EXERCISE DESCRIPTION: Your reply should be an exact copy of the lines from the one that holds "dot.arc(x, y, r, 0, 2 * Math.PI);" to the end of the data below.

** Opening INFORMATION SUPPLIED block **

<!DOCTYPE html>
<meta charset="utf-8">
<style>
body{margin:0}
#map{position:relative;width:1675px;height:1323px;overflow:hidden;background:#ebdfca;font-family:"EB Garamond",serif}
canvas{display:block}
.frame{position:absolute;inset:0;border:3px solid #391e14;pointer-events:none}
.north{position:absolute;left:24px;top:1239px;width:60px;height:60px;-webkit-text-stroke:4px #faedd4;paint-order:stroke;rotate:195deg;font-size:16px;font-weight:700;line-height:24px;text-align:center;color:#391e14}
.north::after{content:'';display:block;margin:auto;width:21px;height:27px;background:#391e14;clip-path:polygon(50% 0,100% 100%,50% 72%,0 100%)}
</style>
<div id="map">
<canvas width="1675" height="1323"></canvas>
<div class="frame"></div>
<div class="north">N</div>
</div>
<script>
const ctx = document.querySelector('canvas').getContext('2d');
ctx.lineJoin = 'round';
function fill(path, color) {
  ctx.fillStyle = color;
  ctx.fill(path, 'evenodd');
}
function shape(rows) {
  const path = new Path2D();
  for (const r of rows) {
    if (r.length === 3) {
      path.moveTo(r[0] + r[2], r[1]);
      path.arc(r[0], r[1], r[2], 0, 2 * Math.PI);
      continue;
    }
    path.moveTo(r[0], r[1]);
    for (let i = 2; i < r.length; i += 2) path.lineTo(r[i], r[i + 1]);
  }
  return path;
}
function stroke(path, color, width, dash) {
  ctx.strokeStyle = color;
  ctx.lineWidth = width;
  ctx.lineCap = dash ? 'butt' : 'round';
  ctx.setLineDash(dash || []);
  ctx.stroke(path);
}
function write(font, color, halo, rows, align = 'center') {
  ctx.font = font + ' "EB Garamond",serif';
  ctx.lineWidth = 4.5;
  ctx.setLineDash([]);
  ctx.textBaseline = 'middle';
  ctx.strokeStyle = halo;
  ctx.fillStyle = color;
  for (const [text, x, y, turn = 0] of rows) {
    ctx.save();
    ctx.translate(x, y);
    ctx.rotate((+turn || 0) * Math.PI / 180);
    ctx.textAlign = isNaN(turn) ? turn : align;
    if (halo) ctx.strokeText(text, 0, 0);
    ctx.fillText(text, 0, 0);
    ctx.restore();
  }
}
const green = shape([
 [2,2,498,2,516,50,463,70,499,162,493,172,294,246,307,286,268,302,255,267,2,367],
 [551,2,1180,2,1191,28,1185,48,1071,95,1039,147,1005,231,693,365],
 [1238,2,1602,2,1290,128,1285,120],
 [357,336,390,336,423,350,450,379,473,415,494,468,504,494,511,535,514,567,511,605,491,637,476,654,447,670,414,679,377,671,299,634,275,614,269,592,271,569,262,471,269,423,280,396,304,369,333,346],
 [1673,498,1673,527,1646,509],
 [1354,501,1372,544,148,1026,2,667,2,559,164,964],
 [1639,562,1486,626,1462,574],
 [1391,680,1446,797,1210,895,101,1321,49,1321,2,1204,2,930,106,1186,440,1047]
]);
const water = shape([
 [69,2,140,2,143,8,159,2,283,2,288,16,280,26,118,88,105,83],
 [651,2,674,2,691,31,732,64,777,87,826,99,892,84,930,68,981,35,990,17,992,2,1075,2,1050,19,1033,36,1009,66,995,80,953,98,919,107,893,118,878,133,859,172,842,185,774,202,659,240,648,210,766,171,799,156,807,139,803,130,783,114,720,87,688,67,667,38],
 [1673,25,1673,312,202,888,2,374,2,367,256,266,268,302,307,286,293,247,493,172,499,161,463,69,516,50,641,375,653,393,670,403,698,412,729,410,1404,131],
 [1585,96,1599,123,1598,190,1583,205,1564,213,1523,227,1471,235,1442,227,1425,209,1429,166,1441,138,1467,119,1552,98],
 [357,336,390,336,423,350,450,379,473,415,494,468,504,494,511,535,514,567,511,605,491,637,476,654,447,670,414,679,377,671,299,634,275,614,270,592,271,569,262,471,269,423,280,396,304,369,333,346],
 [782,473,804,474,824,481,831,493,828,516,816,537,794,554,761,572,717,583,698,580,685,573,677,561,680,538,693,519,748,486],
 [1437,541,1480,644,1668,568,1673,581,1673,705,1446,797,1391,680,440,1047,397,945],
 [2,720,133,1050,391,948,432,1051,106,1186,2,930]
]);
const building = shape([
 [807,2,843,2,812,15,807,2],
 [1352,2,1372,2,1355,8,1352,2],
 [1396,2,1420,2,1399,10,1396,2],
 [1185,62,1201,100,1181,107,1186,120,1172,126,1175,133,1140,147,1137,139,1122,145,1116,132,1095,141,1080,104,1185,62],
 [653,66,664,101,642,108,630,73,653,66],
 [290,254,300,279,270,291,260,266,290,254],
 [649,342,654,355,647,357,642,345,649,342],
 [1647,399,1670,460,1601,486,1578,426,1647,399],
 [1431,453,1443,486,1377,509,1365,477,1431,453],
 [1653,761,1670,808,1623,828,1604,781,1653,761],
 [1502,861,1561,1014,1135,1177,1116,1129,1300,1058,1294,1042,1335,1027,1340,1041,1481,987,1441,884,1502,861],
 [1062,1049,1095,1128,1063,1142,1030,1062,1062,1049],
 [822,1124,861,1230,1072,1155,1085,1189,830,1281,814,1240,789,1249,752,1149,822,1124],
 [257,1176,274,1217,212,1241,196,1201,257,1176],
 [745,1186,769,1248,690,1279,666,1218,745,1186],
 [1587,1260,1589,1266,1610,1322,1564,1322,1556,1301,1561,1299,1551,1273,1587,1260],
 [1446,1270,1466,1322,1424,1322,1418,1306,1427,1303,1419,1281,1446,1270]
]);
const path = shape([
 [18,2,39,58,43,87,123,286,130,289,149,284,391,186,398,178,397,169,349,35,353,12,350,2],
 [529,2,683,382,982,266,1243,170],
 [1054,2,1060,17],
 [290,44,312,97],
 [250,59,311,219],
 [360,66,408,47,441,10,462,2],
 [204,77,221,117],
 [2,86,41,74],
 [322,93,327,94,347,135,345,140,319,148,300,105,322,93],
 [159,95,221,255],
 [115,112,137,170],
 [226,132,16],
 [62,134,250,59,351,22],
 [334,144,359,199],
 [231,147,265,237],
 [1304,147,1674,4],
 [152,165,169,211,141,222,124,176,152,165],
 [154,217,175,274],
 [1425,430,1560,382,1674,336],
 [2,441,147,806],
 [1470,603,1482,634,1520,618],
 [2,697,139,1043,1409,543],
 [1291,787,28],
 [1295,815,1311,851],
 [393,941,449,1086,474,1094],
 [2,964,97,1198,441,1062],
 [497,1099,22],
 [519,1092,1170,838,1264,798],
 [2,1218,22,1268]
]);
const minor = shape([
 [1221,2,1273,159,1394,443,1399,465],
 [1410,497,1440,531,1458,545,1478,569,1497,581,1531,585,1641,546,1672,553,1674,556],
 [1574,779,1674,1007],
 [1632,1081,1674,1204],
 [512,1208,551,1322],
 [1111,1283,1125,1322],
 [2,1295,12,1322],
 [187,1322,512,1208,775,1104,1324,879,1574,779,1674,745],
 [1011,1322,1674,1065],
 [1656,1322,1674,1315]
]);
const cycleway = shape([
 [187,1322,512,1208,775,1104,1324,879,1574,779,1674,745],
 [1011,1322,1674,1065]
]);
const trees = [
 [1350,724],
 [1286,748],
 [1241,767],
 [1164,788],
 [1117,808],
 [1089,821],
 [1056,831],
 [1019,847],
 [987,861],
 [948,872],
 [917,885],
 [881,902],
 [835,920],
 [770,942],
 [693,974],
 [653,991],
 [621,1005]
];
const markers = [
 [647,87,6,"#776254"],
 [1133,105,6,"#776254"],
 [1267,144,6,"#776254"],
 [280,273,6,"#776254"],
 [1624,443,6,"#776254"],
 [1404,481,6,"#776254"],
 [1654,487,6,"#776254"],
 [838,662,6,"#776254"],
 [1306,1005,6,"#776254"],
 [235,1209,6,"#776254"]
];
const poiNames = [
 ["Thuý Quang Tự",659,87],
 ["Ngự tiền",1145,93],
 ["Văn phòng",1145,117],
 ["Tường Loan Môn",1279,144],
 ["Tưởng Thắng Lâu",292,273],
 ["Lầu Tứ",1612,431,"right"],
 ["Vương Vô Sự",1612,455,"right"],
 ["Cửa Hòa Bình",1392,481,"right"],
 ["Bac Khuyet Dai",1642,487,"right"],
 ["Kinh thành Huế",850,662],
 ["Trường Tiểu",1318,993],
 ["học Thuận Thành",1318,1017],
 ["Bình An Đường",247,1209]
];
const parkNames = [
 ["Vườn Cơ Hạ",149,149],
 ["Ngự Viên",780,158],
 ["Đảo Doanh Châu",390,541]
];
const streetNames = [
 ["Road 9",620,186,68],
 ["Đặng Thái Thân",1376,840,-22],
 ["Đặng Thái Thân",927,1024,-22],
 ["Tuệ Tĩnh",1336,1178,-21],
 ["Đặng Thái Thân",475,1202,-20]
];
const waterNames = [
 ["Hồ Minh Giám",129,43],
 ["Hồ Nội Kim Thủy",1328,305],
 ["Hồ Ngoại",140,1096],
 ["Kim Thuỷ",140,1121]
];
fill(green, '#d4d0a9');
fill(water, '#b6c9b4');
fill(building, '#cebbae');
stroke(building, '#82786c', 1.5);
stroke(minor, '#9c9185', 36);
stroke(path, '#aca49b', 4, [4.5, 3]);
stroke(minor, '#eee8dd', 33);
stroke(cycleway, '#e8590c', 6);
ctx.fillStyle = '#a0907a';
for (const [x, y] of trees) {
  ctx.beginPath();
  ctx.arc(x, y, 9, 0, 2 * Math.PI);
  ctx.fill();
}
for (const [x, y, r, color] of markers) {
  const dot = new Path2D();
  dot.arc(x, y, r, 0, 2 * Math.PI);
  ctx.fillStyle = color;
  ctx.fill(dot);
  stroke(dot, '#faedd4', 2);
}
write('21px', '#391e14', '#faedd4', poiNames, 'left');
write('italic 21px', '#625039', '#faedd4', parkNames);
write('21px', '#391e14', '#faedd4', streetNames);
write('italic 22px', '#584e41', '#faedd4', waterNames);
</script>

** Closing INFORMATION SUPPLIED block **

SOLUTION:
  dot.arc(x, y, r, 0, 2 * Math.PI);
  ctx.fillStyle = color;
  ctx.fill(dot);
  stroke(dot, '#faedd4', 2);
}
write('21px', '#391e14', '#faedd4', poiNames, 'left');
write('italic 21px', '#625039', '#faedd4', parkNames);
write('21px', '#391e14', '#faedd4', streetNames);
write('italic 22px', '#584e41', '#faedd4', waterNames);
</script>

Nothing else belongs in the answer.